İhsan DAĞI
Başbuğ'un tutuklanmasının ardından iktidara yakın bazı çevrelerde 'ilginç' bir kafa karışıklığı var. Yoksa hafıza kaybı mı demeliydim?
Genelkurmay Eski Başkanı sanki durup dururken tutuklandı. Ortada bir 'andıç', yani resmî belge var ve de 42 tane internet sitesi. Belgenin içeriği açıkça suç teşkil ediyor.
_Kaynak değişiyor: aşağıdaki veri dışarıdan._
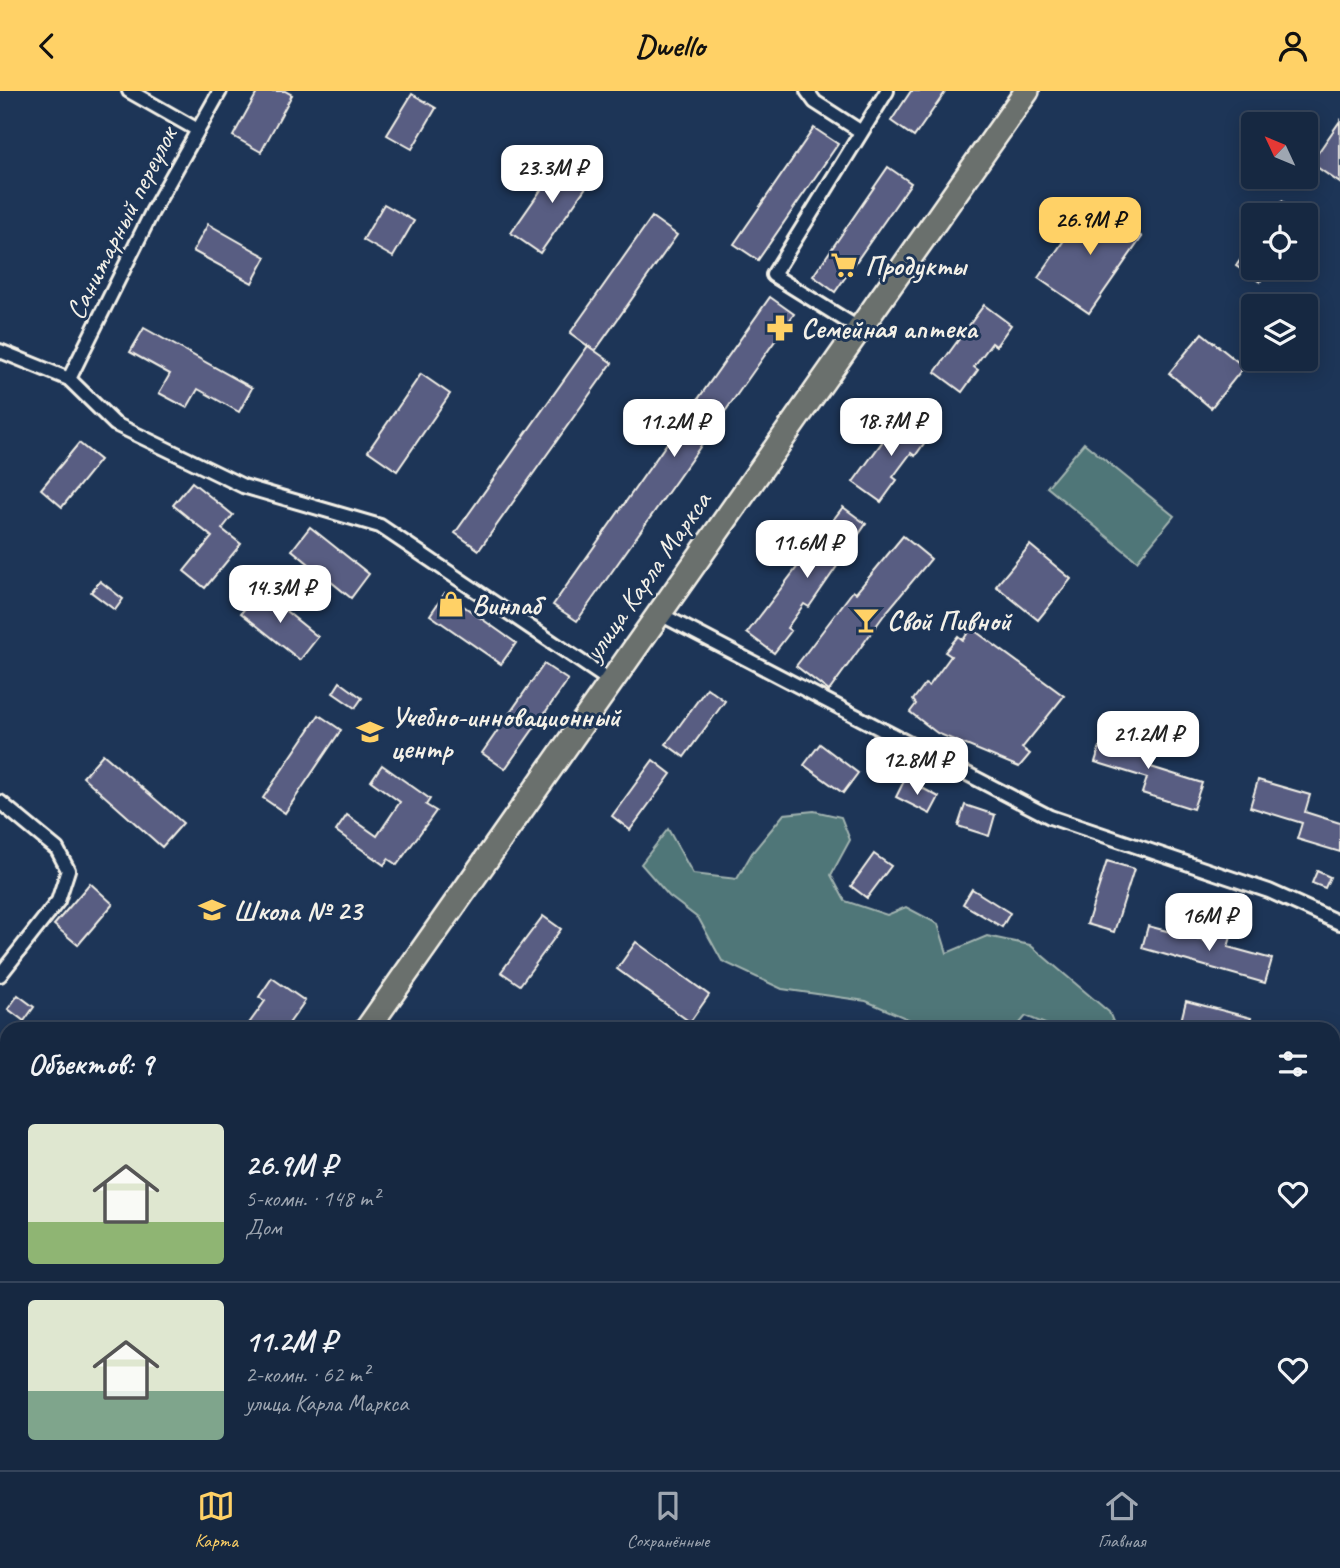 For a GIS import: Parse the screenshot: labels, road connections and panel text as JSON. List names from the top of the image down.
{
  "streets": {
    "highway": ["улица Карла Маркса"],
    "street": ["Санитарный переулок"]
  },
  "places": {
    "supermarket": ["Продукты"],
    "pharmacy": ["Семейная аптека"],
    "shop": ["Винлаб"],
    "bar": ["Свой Пивной"],
    "school or university": ["Учебно-инновационный центр", "Школа № 23"]
  },
  "north": "top left",
  "page": {
    "header": "Dwello",
    "price": [
      "23.3M ₽",
      "26.9M ₽",
      "18.7M ₽",
      "11.2M ₽",
      "11.6M ₽",
      "14.3M ₽",
      "21.2M ₽",
      "12.8M ₽",
      "16M ₽"
    ],
    "heading": "Объектов: 9",
    "list": [
      {
        "name": "26.9M ₽",
        "note": "5-комн. · 148 m² · Дом"
      },
      {
        "name": "11.2M ₽",
        "note": "2-комн. · 62 m² · улица Карла Маркса"
      }
    ],
    "tabs": ["Карта", "Сохранённые", "Главная"]
  }
}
Sitelerin içeriği 'kara propaganda'. Altında imzası ve parafı olan komutanların her biri, ki buna Genelkurmay İkinci Başkanı Hasan Iğsız da dâhil, bu belgenin ve açılan internet sitelerinin gerçek olduğunu söylüyorlar. Yani hiç kuşku yok bu 'suç delilleri' hakkında.
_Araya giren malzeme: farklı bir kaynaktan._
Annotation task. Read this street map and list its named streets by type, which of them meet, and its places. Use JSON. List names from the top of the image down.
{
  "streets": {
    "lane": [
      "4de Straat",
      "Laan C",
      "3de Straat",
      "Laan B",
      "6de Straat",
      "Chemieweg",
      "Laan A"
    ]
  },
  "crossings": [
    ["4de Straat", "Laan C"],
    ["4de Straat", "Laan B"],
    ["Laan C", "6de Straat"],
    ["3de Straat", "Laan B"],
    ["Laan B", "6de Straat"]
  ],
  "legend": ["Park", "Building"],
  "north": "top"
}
Mesele bu cürüm sitelerinin kimin emriyle açıldığı, yeniden düzenlendiği ve içeriklendirildiği. Davanın sanıkları yüksek rütbeli askerlerin hepsi bu işin 'emir-komuta zinciri' içinde yapıldığını söylüyor, yani Genelkurmay Başkanı İlker Başbuğ'u işaret ediyor.
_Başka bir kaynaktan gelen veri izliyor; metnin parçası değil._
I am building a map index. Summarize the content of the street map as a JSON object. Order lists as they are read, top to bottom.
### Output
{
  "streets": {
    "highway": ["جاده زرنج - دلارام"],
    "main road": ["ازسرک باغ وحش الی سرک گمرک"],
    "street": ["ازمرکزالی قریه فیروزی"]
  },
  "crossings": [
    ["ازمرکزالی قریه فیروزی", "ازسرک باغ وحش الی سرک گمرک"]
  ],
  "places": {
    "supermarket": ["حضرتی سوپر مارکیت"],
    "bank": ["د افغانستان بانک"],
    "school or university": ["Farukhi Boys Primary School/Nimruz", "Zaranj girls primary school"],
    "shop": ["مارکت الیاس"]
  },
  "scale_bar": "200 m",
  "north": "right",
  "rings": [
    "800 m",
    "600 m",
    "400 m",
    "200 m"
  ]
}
Tablo buyken, davanın diğer sanıkları gibi Başbuğ'un tutuklanmasında şaşacak ne var? Tutuksuz da yargılanabilir elbette, ancak Başbuğ'u gösteren bütün bu bilgi, belge ve ifadelerden sonra mahkemenin 'siyaseten' bir karar vererek davayı düşürmesi beklenemez eğer 'hukuk devleti' olacaksak.
Sonuçta, somut delil ve ifadeler karşısında söyleyecek sözü olmayanlar şimdilerde sivil mahkemenin 'yetkisizliği'ni gündeme getiriyorlar. "Yargılansın, ama Yüce Divan'da!" Neden peki? Çünkü suçlamalar askerî 'görevle ilgili'. Darbe hazırlığı yapmak, bağlı bulunduğu hükümete karşı psikolojik savaş örgütlemek, kendi halkına karşı komplolar tasarlamak 'TSK'nın görevi' öyle mi?
Şimdilerde İnternet Andıcı Davası'nda yargılanan Genelkurmay eski Adli Müşaviri Hıfzı Çubuklu da öyle demişti daha görevdeyken; "Bilgi destek faaliyetleri çerçevesinde, ülke menfaatlerini ve TSK'nın görev ve sorumluluk alanını yakından ilgilendiren bir kısım konular..." Bu davadan yargılanacağını bilen şahıs da TSK'nın tepesinde örgütlenen bu işi 'TSK'nın görev ve sorumluluk alanı' lafıyla meşrulaştırmaya çalışıyordu. Şimdi bu 'propagandayı' gazeteci, siyasetçi, barocu siviller yapıyor.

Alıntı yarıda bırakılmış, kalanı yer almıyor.